In full and without alteration, print the entries that follow.

** RECORDS FOR THE EXERCISE follows **

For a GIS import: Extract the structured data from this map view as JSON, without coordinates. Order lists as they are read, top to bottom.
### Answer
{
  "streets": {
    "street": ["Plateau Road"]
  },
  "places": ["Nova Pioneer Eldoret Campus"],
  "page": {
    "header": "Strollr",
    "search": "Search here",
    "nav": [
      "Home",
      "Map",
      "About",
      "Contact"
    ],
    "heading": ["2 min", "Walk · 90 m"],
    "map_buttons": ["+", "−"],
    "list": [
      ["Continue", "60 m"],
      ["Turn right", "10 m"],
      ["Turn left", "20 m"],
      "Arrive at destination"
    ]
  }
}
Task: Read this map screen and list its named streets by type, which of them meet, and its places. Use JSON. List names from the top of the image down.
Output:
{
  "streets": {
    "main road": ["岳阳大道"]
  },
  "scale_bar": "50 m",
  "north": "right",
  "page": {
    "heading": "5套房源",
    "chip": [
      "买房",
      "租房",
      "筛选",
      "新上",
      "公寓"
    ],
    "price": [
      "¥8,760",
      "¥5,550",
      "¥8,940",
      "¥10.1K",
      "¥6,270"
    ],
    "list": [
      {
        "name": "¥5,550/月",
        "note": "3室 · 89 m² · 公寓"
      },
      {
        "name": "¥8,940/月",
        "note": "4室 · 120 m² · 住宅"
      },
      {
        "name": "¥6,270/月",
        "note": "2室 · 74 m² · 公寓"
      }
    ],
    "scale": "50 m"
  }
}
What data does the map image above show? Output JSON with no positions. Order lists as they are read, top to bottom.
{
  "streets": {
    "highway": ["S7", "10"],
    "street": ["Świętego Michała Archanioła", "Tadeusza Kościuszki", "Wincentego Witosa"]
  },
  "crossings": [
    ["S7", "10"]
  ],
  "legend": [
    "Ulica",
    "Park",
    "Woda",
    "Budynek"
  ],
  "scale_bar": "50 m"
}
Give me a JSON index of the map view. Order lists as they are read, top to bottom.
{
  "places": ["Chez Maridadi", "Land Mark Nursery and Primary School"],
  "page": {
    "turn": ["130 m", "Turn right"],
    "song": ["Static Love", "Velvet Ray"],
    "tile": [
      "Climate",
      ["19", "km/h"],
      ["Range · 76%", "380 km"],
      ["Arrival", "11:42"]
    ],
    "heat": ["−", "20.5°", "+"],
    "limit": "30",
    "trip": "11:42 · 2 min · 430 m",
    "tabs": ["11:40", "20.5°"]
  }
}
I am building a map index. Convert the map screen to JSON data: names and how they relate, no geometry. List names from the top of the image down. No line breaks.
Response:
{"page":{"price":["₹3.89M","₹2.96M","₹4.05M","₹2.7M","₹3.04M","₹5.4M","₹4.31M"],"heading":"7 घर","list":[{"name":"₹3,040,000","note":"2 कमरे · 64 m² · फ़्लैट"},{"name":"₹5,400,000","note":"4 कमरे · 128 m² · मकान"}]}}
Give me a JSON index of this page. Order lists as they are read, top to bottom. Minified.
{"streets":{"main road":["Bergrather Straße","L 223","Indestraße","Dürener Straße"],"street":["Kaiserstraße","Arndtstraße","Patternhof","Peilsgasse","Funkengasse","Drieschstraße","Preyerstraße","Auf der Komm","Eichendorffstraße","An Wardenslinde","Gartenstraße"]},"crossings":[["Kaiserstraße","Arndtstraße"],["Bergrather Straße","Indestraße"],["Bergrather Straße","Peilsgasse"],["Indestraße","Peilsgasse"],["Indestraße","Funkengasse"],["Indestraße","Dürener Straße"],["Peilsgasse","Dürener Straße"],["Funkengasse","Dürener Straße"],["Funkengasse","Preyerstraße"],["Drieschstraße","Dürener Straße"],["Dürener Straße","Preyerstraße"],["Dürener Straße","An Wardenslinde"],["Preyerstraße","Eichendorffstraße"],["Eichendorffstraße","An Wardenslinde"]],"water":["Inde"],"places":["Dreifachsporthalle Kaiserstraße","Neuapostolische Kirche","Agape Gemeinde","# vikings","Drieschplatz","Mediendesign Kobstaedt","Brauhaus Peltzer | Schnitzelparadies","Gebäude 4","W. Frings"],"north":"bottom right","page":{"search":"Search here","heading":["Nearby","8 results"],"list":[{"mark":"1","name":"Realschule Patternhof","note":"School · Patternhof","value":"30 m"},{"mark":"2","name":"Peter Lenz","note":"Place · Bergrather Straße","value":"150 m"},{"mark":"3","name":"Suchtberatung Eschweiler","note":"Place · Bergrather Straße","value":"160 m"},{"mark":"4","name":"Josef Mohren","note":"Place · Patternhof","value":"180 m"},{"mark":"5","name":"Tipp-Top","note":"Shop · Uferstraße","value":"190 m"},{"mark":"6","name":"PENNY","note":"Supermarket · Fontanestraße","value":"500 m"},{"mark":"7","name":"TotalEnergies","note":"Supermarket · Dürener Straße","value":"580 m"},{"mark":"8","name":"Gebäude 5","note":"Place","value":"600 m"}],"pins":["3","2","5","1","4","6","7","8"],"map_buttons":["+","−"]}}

** End of RECORDS FOR THE EXERCISE **

*EXERCISE OUTPUT*.
For a GIS import: Extract the structured data from this map view as JSON, without coordinates. Order lists as they are read, top to bottom.
### Answer
{
  "streets": {
    "street": ["Plateau Road"]
  },
  "places": ["Nova Pioneer Eldoret Campus"],
  "page": {
    "header": "Strollr",
    "search": "Search here",
    "nav": [
      "Home",
      "Map",
      "About",
      "Contact"
    ],
    "heading": ["2 min", "Walk · 90 m"],
    "map_buttons": ["+", "−"],
    "list": [
      ["Continue", "60 m"],
      ["Turn right", "10 m"],
      ["Turn left", "20 m"],
      "Arrive at destination"
    ]
  }
}
Task: Read this map screen and list its named streets by type, which of them meet, and its places. Use JSON. List names from the top of the image down.
Output:
{
  "streets": {
    "main road": ["岳阳大道"]
  },
  "scale_bar": "50 m",
  "north": "right",
  "page": {
    "heading": "5套房源",
    "chip": [
      "买房",
      "租房",
      "筛选",
      "新上",
      "公寓"
    ],
    "price": [
      "¥8,760",
      "¥5,550",
      "¥8,940",
      "¥10.1K",
      "¥6,270"
    ],
    "list": [
      {
        "name": "¥5,550/月",
        "note": "3室 · 89 m² · 公寓"
      },
      {
        "name": "¥8,940/月",
        "note": "4室 · 120 m² · 住宅"
      },
      {
        "name": "¥6,270/月",
        "note": "2室 · 74 m² · 公寓"
      }
    ],
    "scale": "50 m"
  }
}
What data does the map image above show? Output JSON with no positions. Order lists as they are read, top to bottom.
{
  "streets": {
    "highway": ["S7", "10"],
    "street": ["Świętego Michała Archanioła", "Tadeusza Kościuszki", "Wincentego Witosa"]
  },
  "crossings": [
    ["S7", "10"]
  ],
  "legend": [
    "Ulica",
    "Park",
    "Woda",
    "Budynek"
  ],
  "scale_bar": "50 m"
}
Give me a JSON index of the map view. Order lists as they are read, top to bottom.
{
  "places": ["Chez Maridadi", "Land Mark Nursery and Primary School"],
  "page": {
    "turn": ["130 m", "Turn right"],
    "song": ["Static Love", "Velvet Ray"],
    "tile": [
      "Climate",
      ["19", "km/h"],
      ["Range · 76%", "380 km"],
      ["Arrival", "11:42"]
    ],
    "heat": ["−", "20.5°", "+"],
    "limit": "30",
    "trip": "11:42 · 2 min · 430 m",
    "tabs": ["11:40", "20.5°"]
  }
}
I am building a map index. Convert the map screen to JSON data: names and how they relate, no geometry. List names from the top of the image down. No line breaks.
Response:
{"page":{"price":["₹3.89M","₹2.96M","₹4.05M","₹2.7M","₹3.04M","₹5.4M","₹4.31M"],"heading":"7 घर","list":[{"name":"₹3,040,000","note":"2 कमरे · 64 m² · फ़्लैट"},{"name":"₹5,400,000","note":"4 कमरे · 128 m² · मकान"}]}}
Give me a JSON index of this page. Order lists as they are read, top to bottom. Minified.
{"streets":{"main road":["Bergrather Straße","L 223","Indestraße","Dürener Straße"],"street":["Kaiserstraße","Arndtstraße","Patternhof","Peilsgasse","Funkengasse","Drieschstraße","Preyerstraße","Auf der Komm","Eichendorffstraße","An Wardenslinde","Gartenstraße"]},"crossings":[["Kaiserstraße","Arndtstraße"],["Bergrather Straße","Indestraße"],["Bergrather Straße","Peilsgasse"],["Indestraße","Peilsgasse"],["Indestraße","Funkengasse"],["Indestraße","Dürener Straße"],["Peilsgasse","Dürener Straße"],["Funkengasse","Dürener Straße"],["Funkengasse","Preyerstraße"],["Drieschstraße","Dürener Straße"],["Dürener Straße","Preyerstraße"],["Dürener Straße","An Wardenslinde"],["Preyerstraße","Eichendorffstraße"],["Eichendorffstraße","An Wardenslinde"]],"water":["Inde"],"places":["Dreifachsporthalle Kaiserstraße","Neuapostolische Kirche","Agape Gemeinde","# vikings","Drieschplatz","Mediendesign Kobstaedt","Brauhaus Peltzer | Schnitzelparadies","Gebäude 4","W. Frings"],"north":"bottom right","page":{"search":"Search here","heading":["Nearby","8 results"],"list":[{"mark":"1","name":"Realschule Patternhof","note":"School · Patternhof","value":"30 m"},{"mark":"2","name":"Peter Lenz","note":"Place · Bergrather Straße","value":"150 m"},{"mark":"3","name":"Suchtberatung Eschweiler","note":"Place · Bergrather Straße","value":"160 m"},{"mark":"4","name":"Josef Mohren","note":"Place · Patternhof","value":"180 m"},{"mark":"5","name":"Tipp-Top","note":"Shop · Uferstraße","value":"190 m"},{"mark":"6","name":"PENNY","note":"Supermarket · Fontanestraße","value":"500 m"},{"mark":"7","name":"TotalEnergies","note":"Supermarket · Dürener Straße","value":"580 m"},{"mark":"8","name":"Gebäude 5","note":"Place","value":"600 m"}],"pins":["3","2","5","1","4","6","7","8"],"map_buttons":["+","−"]}}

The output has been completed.